> _Stored data_:
*** Begin section ***

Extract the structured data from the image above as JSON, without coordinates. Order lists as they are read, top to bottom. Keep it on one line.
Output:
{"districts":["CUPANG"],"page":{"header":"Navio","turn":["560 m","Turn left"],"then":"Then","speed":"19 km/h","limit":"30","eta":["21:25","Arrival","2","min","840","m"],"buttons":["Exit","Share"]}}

*** End section ***

> _To do_: For this exercise, repeat the data above exactly.

> _Answer space_:
Extract the structured data from the image above as JSON, without coordinates. Order lists as they are read, top to bottom. Keep it on one line.
Output:
{"districts":["CUPANG"],"page":{"header":"Navio","turn":["560 m","Turn left"],"then":"Then","speed":"19 km/h","limit":"30","eta":["21:25","Arrival","2","min","840","m"],"buttons":["Exit","Share"]}}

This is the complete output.